## INSTRUCTIONS FOR THE TASK
With the pictures left out, write out exactly the lines of the listing below that run from the line with "Localize all text" through the line with "Find all labels, markers".
····················
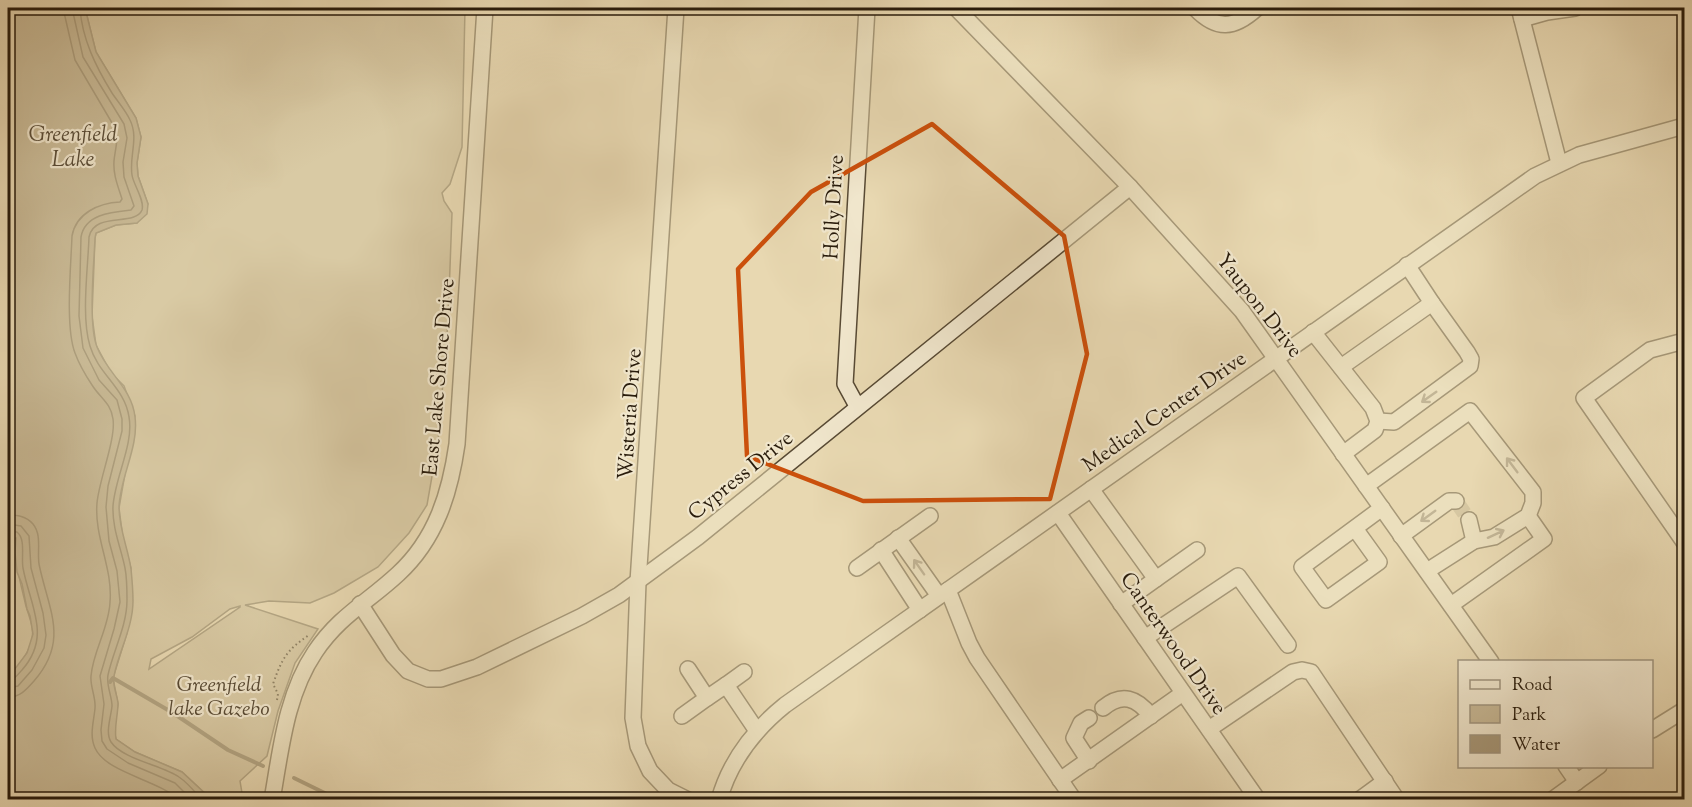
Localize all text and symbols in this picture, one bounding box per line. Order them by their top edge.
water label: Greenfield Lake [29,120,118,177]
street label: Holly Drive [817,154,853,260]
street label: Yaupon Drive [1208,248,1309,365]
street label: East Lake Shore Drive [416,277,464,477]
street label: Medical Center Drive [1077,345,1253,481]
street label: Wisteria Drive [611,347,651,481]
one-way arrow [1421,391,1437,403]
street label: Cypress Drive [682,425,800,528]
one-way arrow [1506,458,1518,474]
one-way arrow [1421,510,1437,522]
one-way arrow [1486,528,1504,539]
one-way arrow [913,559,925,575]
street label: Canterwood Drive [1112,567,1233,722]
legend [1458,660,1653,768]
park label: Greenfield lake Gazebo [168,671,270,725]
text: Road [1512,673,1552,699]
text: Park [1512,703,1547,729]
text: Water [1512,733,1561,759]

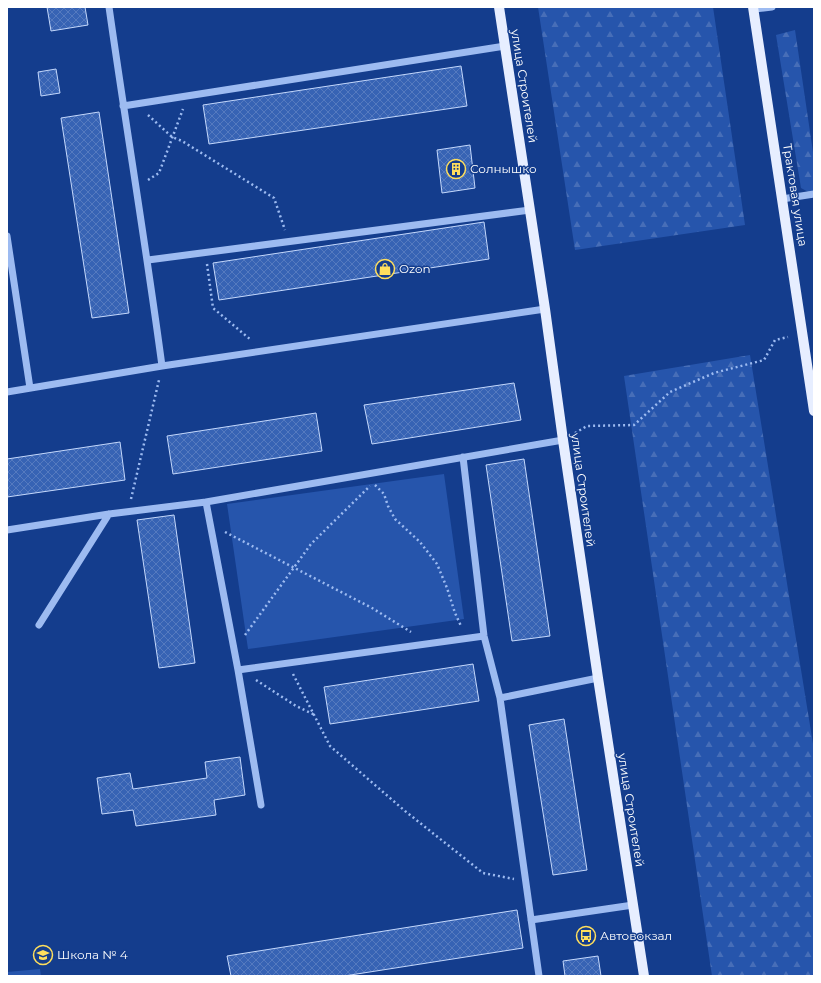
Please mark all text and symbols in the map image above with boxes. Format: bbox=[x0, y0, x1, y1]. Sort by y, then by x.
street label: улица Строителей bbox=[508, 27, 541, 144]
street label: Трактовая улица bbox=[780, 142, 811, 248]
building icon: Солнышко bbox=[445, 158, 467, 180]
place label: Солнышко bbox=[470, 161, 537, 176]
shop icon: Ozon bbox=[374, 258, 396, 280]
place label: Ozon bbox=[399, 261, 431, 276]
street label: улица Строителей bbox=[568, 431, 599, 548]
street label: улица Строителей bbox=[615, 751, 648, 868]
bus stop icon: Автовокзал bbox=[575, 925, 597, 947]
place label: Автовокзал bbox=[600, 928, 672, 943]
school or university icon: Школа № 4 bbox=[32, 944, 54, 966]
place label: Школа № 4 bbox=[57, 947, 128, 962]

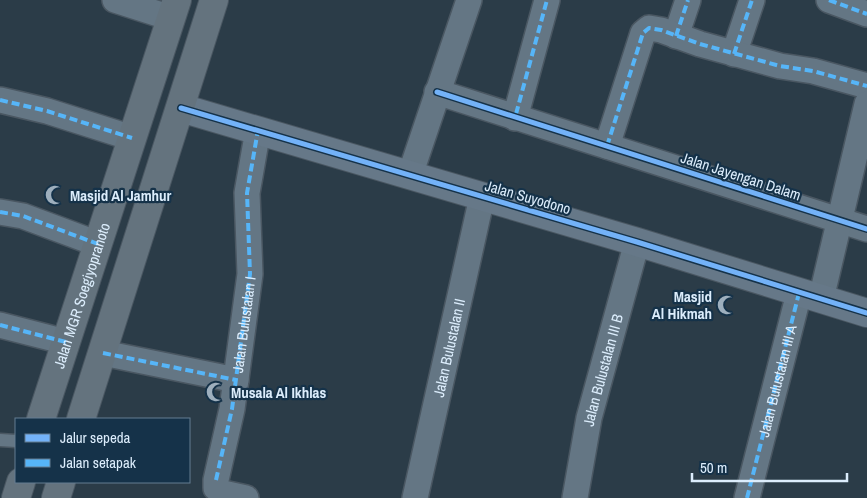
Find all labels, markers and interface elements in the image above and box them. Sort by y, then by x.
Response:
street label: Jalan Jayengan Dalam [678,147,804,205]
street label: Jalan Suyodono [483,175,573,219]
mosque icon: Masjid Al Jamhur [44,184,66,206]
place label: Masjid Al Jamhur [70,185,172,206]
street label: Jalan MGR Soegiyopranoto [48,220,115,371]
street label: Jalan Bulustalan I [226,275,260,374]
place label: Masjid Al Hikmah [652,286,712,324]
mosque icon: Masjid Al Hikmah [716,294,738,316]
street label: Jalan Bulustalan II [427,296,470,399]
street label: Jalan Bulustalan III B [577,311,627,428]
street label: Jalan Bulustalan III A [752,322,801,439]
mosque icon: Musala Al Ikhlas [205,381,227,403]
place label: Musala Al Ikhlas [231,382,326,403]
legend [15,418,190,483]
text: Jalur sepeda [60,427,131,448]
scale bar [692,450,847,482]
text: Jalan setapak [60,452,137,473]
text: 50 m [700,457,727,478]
····················
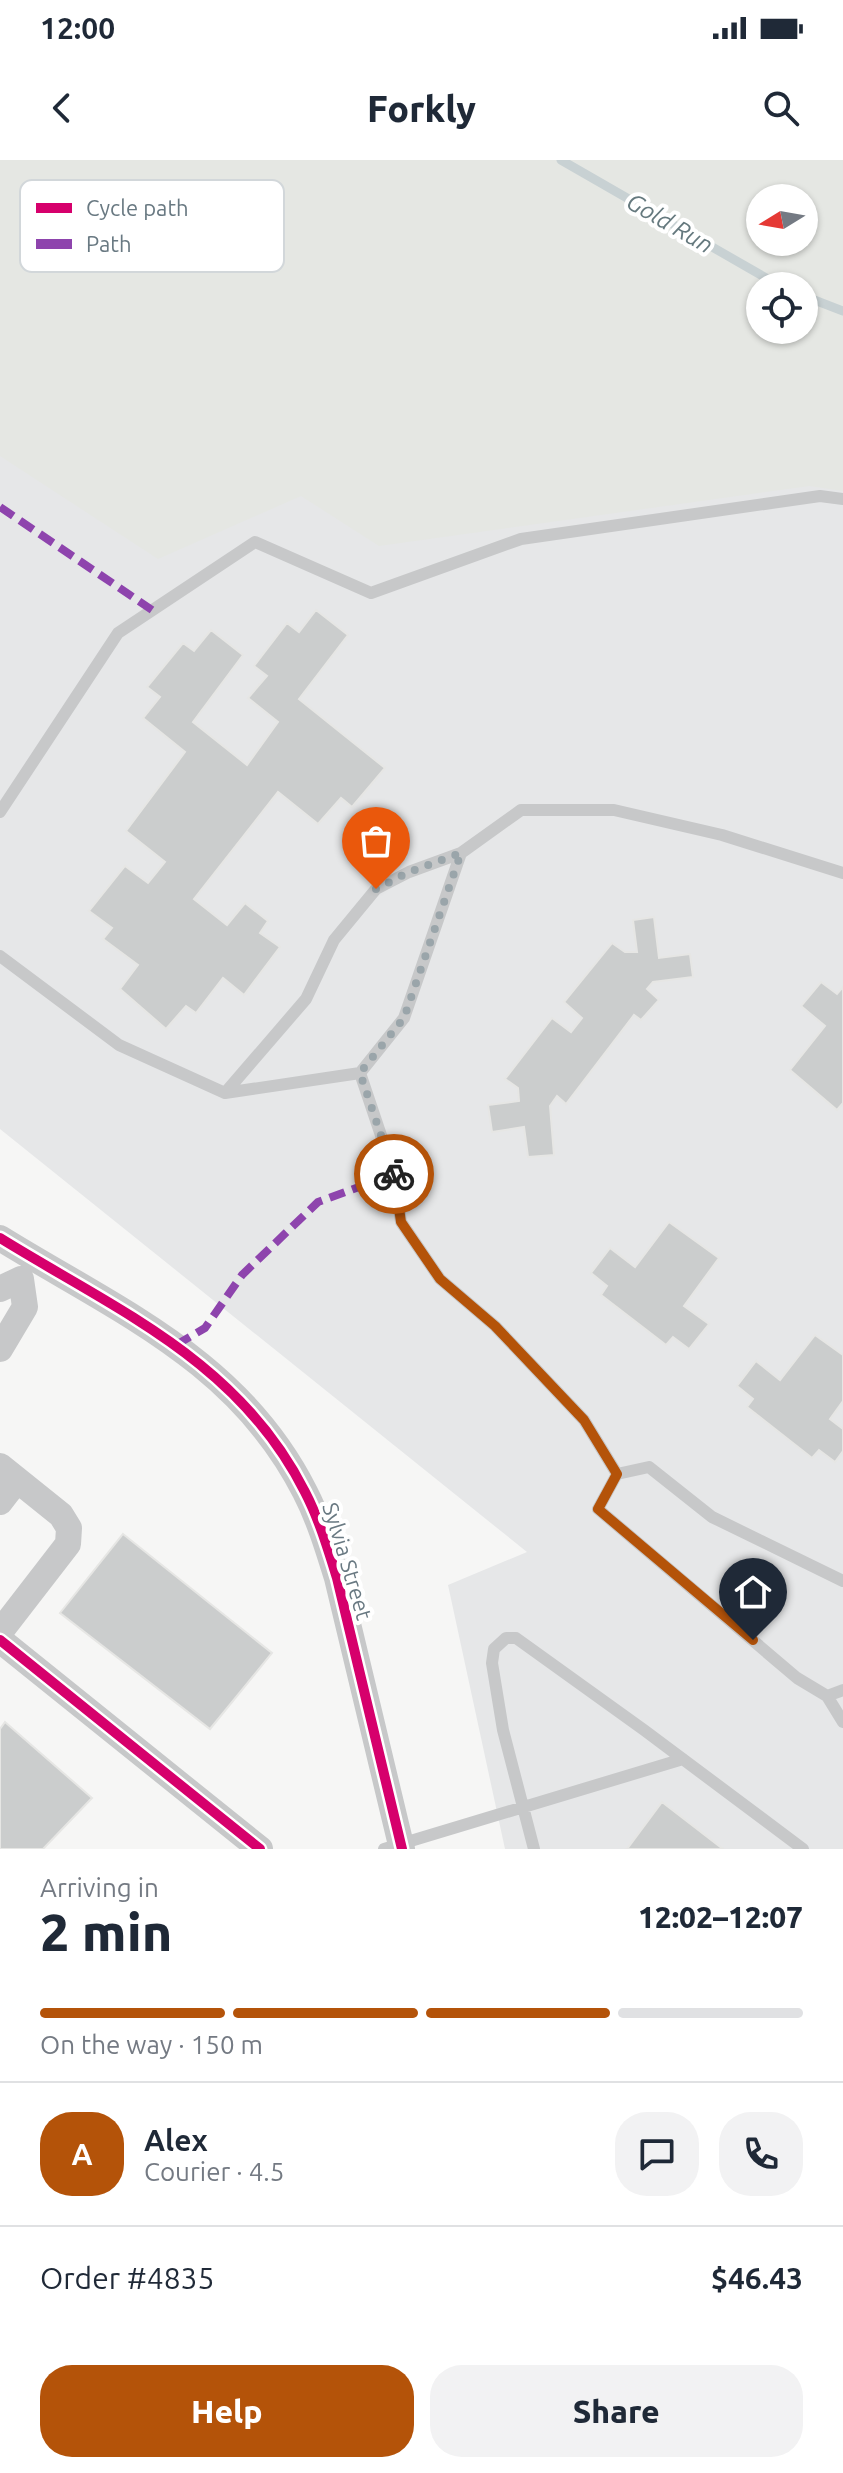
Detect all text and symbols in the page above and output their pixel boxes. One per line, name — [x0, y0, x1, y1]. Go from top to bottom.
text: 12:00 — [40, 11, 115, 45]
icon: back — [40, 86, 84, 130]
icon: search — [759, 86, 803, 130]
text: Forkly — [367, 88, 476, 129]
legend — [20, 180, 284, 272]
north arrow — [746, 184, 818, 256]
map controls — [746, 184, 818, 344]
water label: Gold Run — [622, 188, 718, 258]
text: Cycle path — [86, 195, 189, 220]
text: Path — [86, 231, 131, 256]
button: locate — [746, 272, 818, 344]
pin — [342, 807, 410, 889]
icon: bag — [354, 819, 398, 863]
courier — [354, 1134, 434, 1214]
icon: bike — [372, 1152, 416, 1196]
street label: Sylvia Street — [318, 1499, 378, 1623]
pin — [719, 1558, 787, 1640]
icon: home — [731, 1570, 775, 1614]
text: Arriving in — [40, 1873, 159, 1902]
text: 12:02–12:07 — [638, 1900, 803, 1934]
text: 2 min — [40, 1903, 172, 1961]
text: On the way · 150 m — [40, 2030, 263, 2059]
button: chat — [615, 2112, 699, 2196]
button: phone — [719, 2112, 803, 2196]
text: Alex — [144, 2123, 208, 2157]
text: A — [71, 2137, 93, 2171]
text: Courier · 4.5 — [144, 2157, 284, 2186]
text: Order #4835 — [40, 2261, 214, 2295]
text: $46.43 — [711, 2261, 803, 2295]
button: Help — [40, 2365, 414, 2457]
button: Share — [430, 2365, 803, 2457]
····················
## WRITTEN REPLY
Localize all text and symbols in this picture, one bounding box per line. Order them by their top edge.
water label: Greenfield Lake [29,120,118,177]
street label: Holly Drive [817,154,853,260]
street label: Yaupon Drive [1208,248,1309,365]
street label: East Lake Shore Drive [416,277,464,477]
street label: Medical Center Drive [1077,345,1253,481]
street label: Wisteria Drive [611,347,651,481]
one-way arrow [1421,391,1437,403]
street label: Cypress Drive [682,425,800,528]
one-way arrow [1506,458,1518,474]
one-way arrow [1421,510,1437,522]
one-way arrow [1486,528,1504,539]
one-way arrow [913,559,925,575]
street label: Canterwood Drive [1112,567,1233,722]
legend [1458,660,1653,768]
park label: Greenfield lake Gazebo [168,671,270,725]
text: Road [1512,673,1552,699]
text: Park [1512,703,1547,729]
text: Water [1512,733,1561,759]

Please mark all text and symbols in the map image above with boxes. Format: bbox=[x0, y0, x1, y1]. Sort by y, then by x.
street label: улица Строителей bbox=[508, 27, 541, 144]
street label: Трактовая улица bbox=[780, 142, 811, 248]
building icon: Солнышко bbox=[445, 158, 467, 180]
place label: Солнышко bbox=[470, 161, 537, 176]
shop icon: Ozon bbox=[374, 258, 396, 280]
place label: Ozon bbox=[399, 261, 431, 276]
street label: улица Строителей bbox=[568, 431, 599, 548]
street label: улица Строителей bbox=[615, 751, 648, 868]
bus stop icon: Автовокзал bbox=[575, 925, 597, 947]
place label: Автовокзал bbox=[600, 928, 672, 943]
school or university icon: Школа № 4 bbox=[32, 944, 54, 966]
place label: Школа № 4 bbox=[57, 947, 128, 962]

Find all labels, markers and interface elements in the image above and box them. Sort by y, then by x.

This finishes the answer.